Write out, from the entries below, exactly the lines that run between the lines holding "M727,180L780,198L772,222L719,204Z" and "M784,535H823V543H784Z", inclusive, and stop there.

--- TASK MATERIAL ---

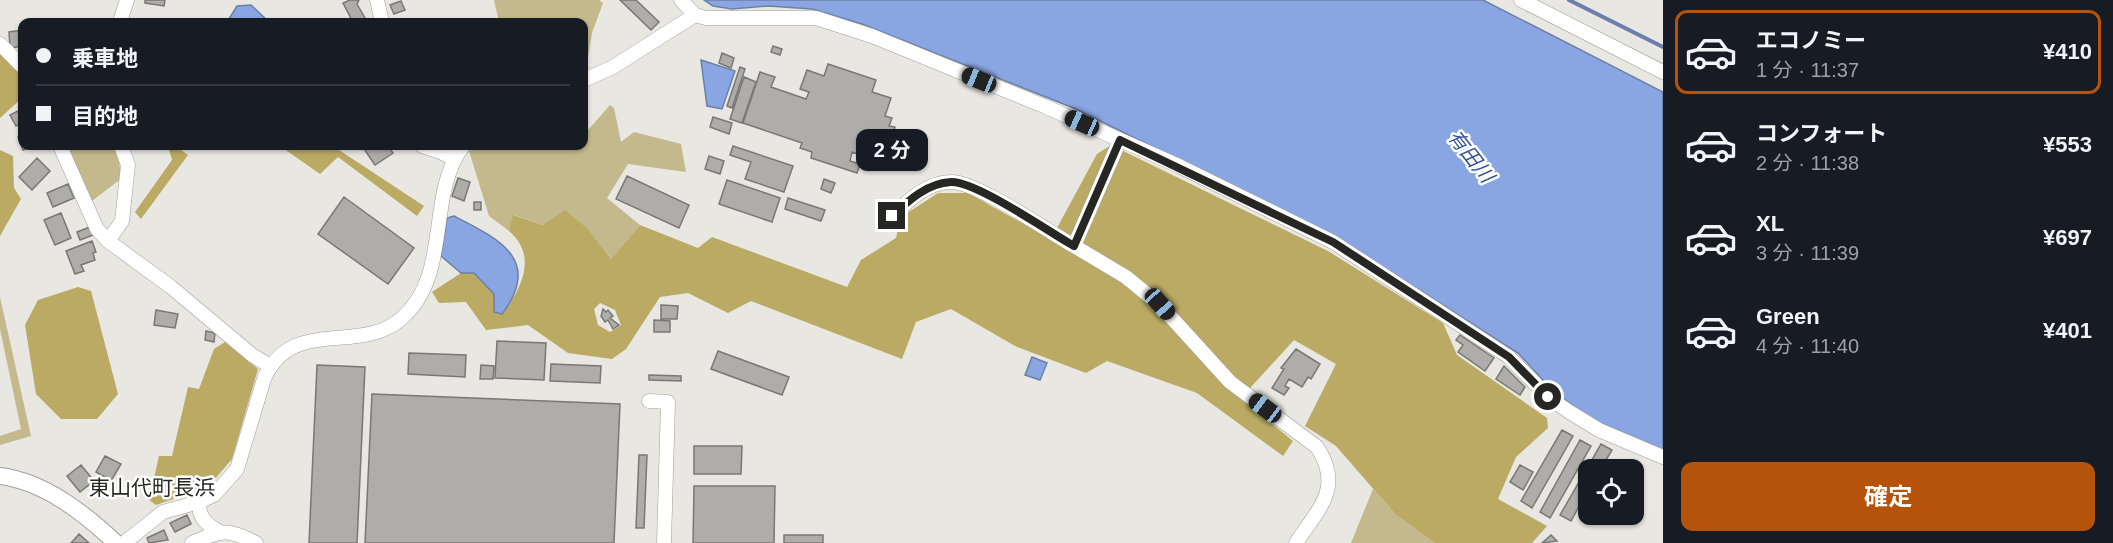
<!DOCTYPE html>
<html lang="ja">
<head>
<meta charset="utf-8">
<style>
	:root { --surface:#171b24; --page:#242831; --text:#f1f3f6; --muted:#9ea1a6; --line:#363941; --accent:#b45309 }
	body { margin:0; font-family:Arial,"Noto Sans JP",sans-serif; background:var(--page); color:var(--text); height:100vh; display:flex; flex-direction:column; font-size:22px; white-space:nowrap }
	* { box-sizing:border-box; margin:0 }
	p { font-size:20px; color:var(--muted) }
	.icon { flex:none; width:33px; height:33px; fill:none; stroke:currentColor; stroke-width:2; stroke-linecap:round; stroke-linejoin:round }
	.map { position:relative; flex:1; overflow:hidden }
	.details { display:flex; flex-direction:column; background:var(--surface); width:450px }
	.details>* { flex:none }
	.banner { position:absolute; left:18px; top:18px; width:570px; height:132px; border-radius:12px; box-shadow:0 2px 4px #0004; display:grid; align-content:center; height:132px; padding:0 18px; background:var(--surface) }
	.controls { position:absolute; left:1578px; top:459px; display:grid; gap:12px }
	.controls a { display:grid; place-items:center; width:66px; height:66px; border-radius:12px; background:var(--surface); box-shadow:0 2px 4px #0004; font-size:30px }
	.end { position:absolute; width:27px; height:27px; margin:-14px; border:8px solid #262624; background:#fff; box-shadow:0 0 0 3px #fff }
	.from { border-radius:50% }
	.bubble { position:absolute; height:42px; border-radius:12px; background:var(--surface); box-shadow:0 2px 4px #0004; font-size:20px; font-weight:700; line-height:42px; text-align:center }
	.car { position:absolute; width:18px; height:36px; margin:-18px -9px; border-radius:8px; box-shadow:0 0 4px 2px #0007; background:linear-gradient(#222 24%,#8ab4d8 0 40%,#222 0 76%,#8ab4d8 0 86%,#222 0) }
	.banner b { display:flex; align-items:center; gap:21px; height:57px; font-size:22px }
	.banner b+b { border-top:2px solid var(--line) }
	.banner i { width:15px; height:15px; background:var(--text) }
	ul { padding:10px 0 0; list-style:none }
	li { display:flex; align-items:center; gap:18px; height:84px; margin:0 12px 9px; padding:0 6px; border:3px solid transparent; border-radius:12px }
	li div { flex:1 }
	li b { display:block; font-size:22px }
	li em { font-style:normal; font-weight:700 }
	li.on { border-color:var(--accent) }
	li>.icon { width:54px; height:54px; stroke-width:1.5 }
	.cta { display:flex; gap:12px; margin-top:auto; padding:12px 18px }
	.cta a { flex:1; height:69px; border-radius:12px; background:var(--accent); color:#fff; font-size:24px; font-weight:700; line-height:69px; text-align:center }
	main { display:flex; flex:1; min-height:0 }
	.map>svg:first-child { display:block }
	.green { fill:#c3b98c }
	.forest { fill:#baaa63; fill-rule:evenodd }
	.water { fill:#89a6e2; stroke:#6b80a9; stroke-width:1.5 }
	.lines { fill:none; stroke-linecap:round; stroke-linejoin:round }
	.stream { stroke:#6b80a9; stroke-width:4 }
	.building { fill:#aeada9; stroke:#797874; stroke-width:1.5 }
	.minor-casing { stroke:#9e9d98; stroke-width:15 }
	.tertiary-casing { stroke:#9e9d98; stroke-width:18 }
	.minor { stroke:#fff; stroke-width:14 }
	.tertiary { stroke:#fff; stroke-width:16 }
	.route { stroke:#262624; stroke-width:8 }
	.labels { text-anchor:middle; stroke-width:5; stroke-linejoin:round; paint-order:stroke }
	.water-label { font-size:20px; font-style:italic; fill:#325199; stroke:#fff }
	.quarter-label { font-size:21px; fill:#262624; stroke:#fff }
</style>
</head>
<body>
<main>
<div class="map">
<svg width="1663" height="543" viewBox="0 0 1663 543">
	<rect width="100%" height="100%" fill="#e8e7e2"/>
	<path class="green" d="M494,0H599L603,3L592,33L586,69L584,70V22H499Z
		M610,105L614,108L621,142L634,132L681,144L686,172L628,164L607,198L640,225L611,259L589,230L543,225L514,215L509,231L489,216L469,151L474,146H584V126L589,129Z
		M65,146H116L122,178L88,204Z
		M0,297L31,436L0,445V436L21,429L0,329Z
		M1373,489L1396,515L1435,543H1351Z"/>
	<path class="forest" d="M0,54L22,77V98L0,118Z
		M1111,145L1328,251L1443,323L1457,355L1547,418L1548,428L1516,457L1498,499L1547,526L1532,543H1435L1396,515L1336,446L1305,426L1336,364L1294,340L1241,398L1293,441L1283,456L1197,393L1107,361L1086,373L1015,346L951,309L916,322L902,359L751,301L728,313L688,293L660,297L626,349L612,359L568,353L528,325L486,330L466,302L439,303L432,292L461,273H474L494,294L502,314C522,288 538,256 509,231L513,215L543,225L565,210L589,230L611,259L640,225L698,248L712,237L847,287L861,260L896,238L901,217L938,193H968L1051,239L1097,154ZM600,303L615,310L621,325L610,332L598,325L594,309Z
		M168,146H182L181,150L188,155L141,219L135,212L172,160Z
		M280,146H338L339,150L424,206L417,216L338,157L320,174Z
		M0,150L13,156L14,188L21,199L0,236Z
		M78,287L91,291L118,394L97,419H61L36,394L25,325L38,300Z
		M225,342L258,369L232,459L208,487L156,505L149,500L159,456H172L188,387L199,389L214,349Z"/>
	<path class="water" d="M704,0H1483L1663,92V450L1593,420L1554,392L1518,353L1341,240L1076,109L862,24L812,9L768,6L732,9L713,6Z
		M251,5L269,22H227L237,6Z
		M701,60L735,71L722,109L707,106Z
		M454,216C499,239 543,260 502,314L494,312V294L474,273H461L441,256L447,218Z
		M1032,357L1047,363L1040,380L1025,375Z"/>
	<g class="lines">
		<path class="stream" d="M1569,0L1663,47"/>
	</g>
	<path class="building" d="M145,0H165L164,6L145,3Z
		M350,0H359L357,4L365,18L353,22L343,3Z
		M620,0H636L659,22L651,30Z
		M401,1L405,10L394,14L390,5Z
		M22,30V46L10,48L9,32Z
		M773,46L782,49L780,55L771,52Z
		M722,53L734,58L731,68L719,63Z
		M828,64L876,80L872,92L891,98L885,116L892,118L889,126L895,127L883,163L852,152L850,161L860,164L857,173L811,158L812,152L800,148L802,143L743,123L760,72L775,77L771,87L806,99L809,92L800,89L807,70L824,76Z
		M740,67L745,69L732,108L727,106Z
		M744,77L756,82L742,123L730,119Z
		M22,109V123L16,126L10,115Z
		M713,117L732,123L729,134L710,127Z
		M22,136V146H35L23,150L18,137Z
		M362,146H388L393,153L375,165Z
		M733,146L793,166L784,192L745,179L751,162L730,155Z
		M709,156L724,161L720,174L705,169Z
		M37,158L50,171L32,190L19,177Z
		M627,176L689,205L679,228L616,199Z
		M458,178L470,182L464,201L452,196Z
		M824,179L835,183L831,193L821,189Z
		M727,180L780,198L772,222L719,204Z
		M68,184L74,198L53,207L47,193Z
		M344,197L414,248L388,284L318,234Z
		M788,198L825,210L821,221L785,209Z
		M474,202H481V210H474Z
		M61,213L71,238L55,245L44,220Z
		M90,227L93,235L80,240L77,232Z
		M92,241L96,252L93,253L95,260L81,265L84,271L75,274L66,251Z
		M661,305L678,306L677,319H661Z
		M603,309L606,312L608,310L613,316L610,318L619,325L613,329L608,320L605,322L601,316Z
		M156,310L178,314L175,328L154,325Z
		M654,320L670,321V332H654Z
		M206,331L215,333L214,342L205,340Z
		M1460,335L1494,358L1485,371L1458,352L1463,345L1456,340Z
		M497,341L546,343L544,380L495,378Z
		M1296,349L1320,364L1311,379L1308,377L1302,387L1289,379L1285,386L1289,388L1284,395L1272,388L1284,369L1281,368Z
		M718,351L789,377L782,395L711,369Z
		M409,353L466,355L465,377L408,374Z
		M551,364L601,366L600,383L550,381Z
		M317,365L365,367L357,543H309Z
		M481,365L494,366L493,379H480Z
		M1504,366L1525,387L1520,395L1496,379Z
		M649,375L681,376V381L649,380Z
		M372,394L620,404L614,543H365Z
		M1562,430L1573,436L1532,508L1521,501Z
		M1580,440L1591,446L1550,518L1540,512Z
		M1601,444L1612,450L1600,470H1588V490L1571,521L1560,515Z
		M694,446H742L741,474H694Z
		M639,455H647L644,528H636Z
		M105,456L121,464L111,481L96,472Z
		M81,465L94,481L80,492L67,476Z
		M1520,465L1533,472L1523,490L1510,482Z
		M694,486H775L774,543H693Z
		M187,515L191,524L175,532L170,523Z
		M164,530L168,540L149,543L147,538Z
		M79,534L89,543H71Z
		M784,535H823V543H784Z
		M1551,535L1557,541L1542,543Z"/>
	<g class="lines">
		<g class="minor-casing">
			<path id="minor" d="M377,0L382,22
				M681,0L695,15L706,18H816L872,36L1044,106L1179,166L1333,242L1509,357L1548,397L1568,411L1599,430L1663,457
				M1521,0L1663,72
				M120,22L127,0
				M0,44L22,66
				M584,80L613,67L695,15
				M1120,140L1074,246L1126,277L1160,305L1230,382L1317,447C1344,488 1318,509 1296,543
				M60,146L97,229L108,241L171,287L252,355L270,366
				M422,146L441,152L453,159
				M892,216C908,201 927,182 951,182C976,181 1049,232 1074,246
				M108,241L122,221L128,165L121,146
				M649,401L668,402L664,543
				M199,502C199,518 205,523 218,531
				M124,543L163,512L199,502L214,495L237,469L264,379C292,315 360,356 402,318C452,274 426,195 463,146
				M192,543C222,530 227,528 256,543"/>
		</g>
		<g class="tertiary-casing">
			<path id="tertiary" d="M0,476C45,482 84,513 116,543"/>
		</g>
		<use href="#minor" class="minor"/>
		<use href="#tertiary" class="tertiary"/>
	</g>
	<g class="lines">
		<path class="route" d="M892,216C908,201 927,183 951,182C976,181 1049,232 1074,246L1120,140L1333,242L1509,357L1548,397"/>
	</g>
	<g class="labels">
		<g class="water-label">
			<text transform="translate(1471 156) rotate(52)" y="7">有田川</text>
		</g>
		<g class="quarter-label">
			<text x="152" y="495">東山代町長浜</text>
		</g>
	</g>
</svg>
<div class="controls">
<a><svg class="icon" aria-label="locate" viewBox="0 0 24 24"><circle cx="12" cy="12" r="6"/><path d="M12 2v4M12 18v4M2 12h4M18 12h4"/></svg></a>
</div>
<i class="end from" style="left:1548px;top:397px"></i>
<i class="end" style="left:892px;top:216px"></i>
<div class="bubble" style="left:856px;top:129px;width:72px">2 分</div>
<i class="car" style="left:979px;top:80px;rotate:292deg"></i>
<i class="car" style="left:1082px;top:123px;rotate:294deg"></i>
<i class="car" style="left:1160px;top:304px;rotate:138deg"></i>
<i class="car" style="left:1265px;top:408px;rotate:307deg"></i>
<div class="banner">
<b><i class="from"></i>乗車地</b>
<b><i></i>目的地</b>
</div>
</div>
<section class="details">
<ul>
<li class="on"><svg class="icon" aria-label="car" viewBox="0 0 24 24"><path d="M5 17H2v-5l4-1 3-4h7l3 4 3 1v5h-3M9 17h6M6 11h13"/><circle cx="7" cy="17" r="2"/><circle cx="17" cy="17" r="2"/></svg><div><b>エコノミー</b><p>1 分 · 11:37</p></div><em>¥410</em></li>
<li><svg class="icon" aria-label="car" viewBox="0 0 24 24"><path d="M5 17H2v-5l4-1 3-4h7l3 4 3 1v5h-3M9 17h6M6 11h13"/><circle cx="7" cy="17" r="2"/><circle cx="17" cy="17" r="2"/></svg><div><b>コンフォート</b><p>2 分 · 11:38</p></div><em>¥553</em></li>
<li><svg class="icon" aria-label="car" viewBox="0 0 24 24"><path d="M5 17H2v-5l4-1 3-4h7l3 4 3 1v5h-3M9 17h6M6 11h13"/><circle cx="7" cy="17" r="2"/><circle cx="17" cy="17" r="2"/></svg><div><b>XL</b><p>3 分 · 11:39</p></div><em>¥697</em></li>
<li><svg class="icon" aria-label="car" viewBox="0 0 24 24"><path d="M5 17H2v-5l4-1 3-4h7l3 4 3 1v5h-3M9 17h6M6 11h13"/><circle cx="7" cy="17" r="2"/><circle cx="17" cy="17" r="2"/></svg><div><b>Green</b><p>4 分 · 11:40</p></div><em>¥401</em></li>
</ul>
<div class="cta"><a>確定</a></div>
</section>
</main>
</body>
</html>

---

REPLY TO THE EXERCISE.
		M727,180L780,198L772,222L719,204Z
		M68,184L74,198L53,207L47,193Z
		M344,197L414,248L388,284L318,234Z
		M788,198L825,210L821,221L785,209Z
		M474,202H481V210H474Z
		M61,213L71,238L55,245L44,220Z
		M90,227L93,235L80,240L77,232Z
		M92,241L96,252L93,253L95,260L81,265L84,271L75,274L66,251Z
		M661,305L678,306L677,319H661Z
		M603,309L606,312L608,310L613,316L610,318L619,325L613,329L608,320L605,322L601,316Z
		M156,310L178,314L175,328L154,325Z
		M654,320L670,321V332H654Z
		M206,331L215,333L214,342L205,340Z
		M1460,335L1494,358L1485,371L1458,352L1463,345L1456,340Z
		M497,341L546,343L544,380L495,378Z
		M1296,349L1320,364L1311,379L1308,377L1302,387L1289,379L1285,386L1289,388L1284,395L1272,388L1284,369L1281,368Z
		M718,351L789,377L782,395L711,369Z
		M409,353L466,355L465,377L408,374Z
		M551,364L601,366L600,383L550,381Z
		M317,365L365,367L357,543H309Z
		M481,365L494,366L493,379H480Z
		M1504,366L1525,387L1520,395L1496,379Z
		M649,375L681,376V381L649,380Z
		M372,394L620,404L614,543H365Z
		M1562,430L1573,436L1532,508L1521,501Z
		M1580,440L1591,446L1550,518L1540,512Z
		M1601,444L1612,450L1600,470H1588V490L1571,521L1560,515Z
		M694,446H742L741,474H694Z
		M639,455H647L644,528H636Z
		M105,456L121,464L111,481L96,472Z
		M81,465L94,481L80,492L67,476Z
		M1520,465L1533,472L1523,490L1510,482Z
		M694,486H775L774,543H693Z
		M187,515L191,524L175,532L170,523Z
		M164,530L168,540L149,543L147,538Z
		M79,534L89,543H71Z
		M784,535H823V543H784Z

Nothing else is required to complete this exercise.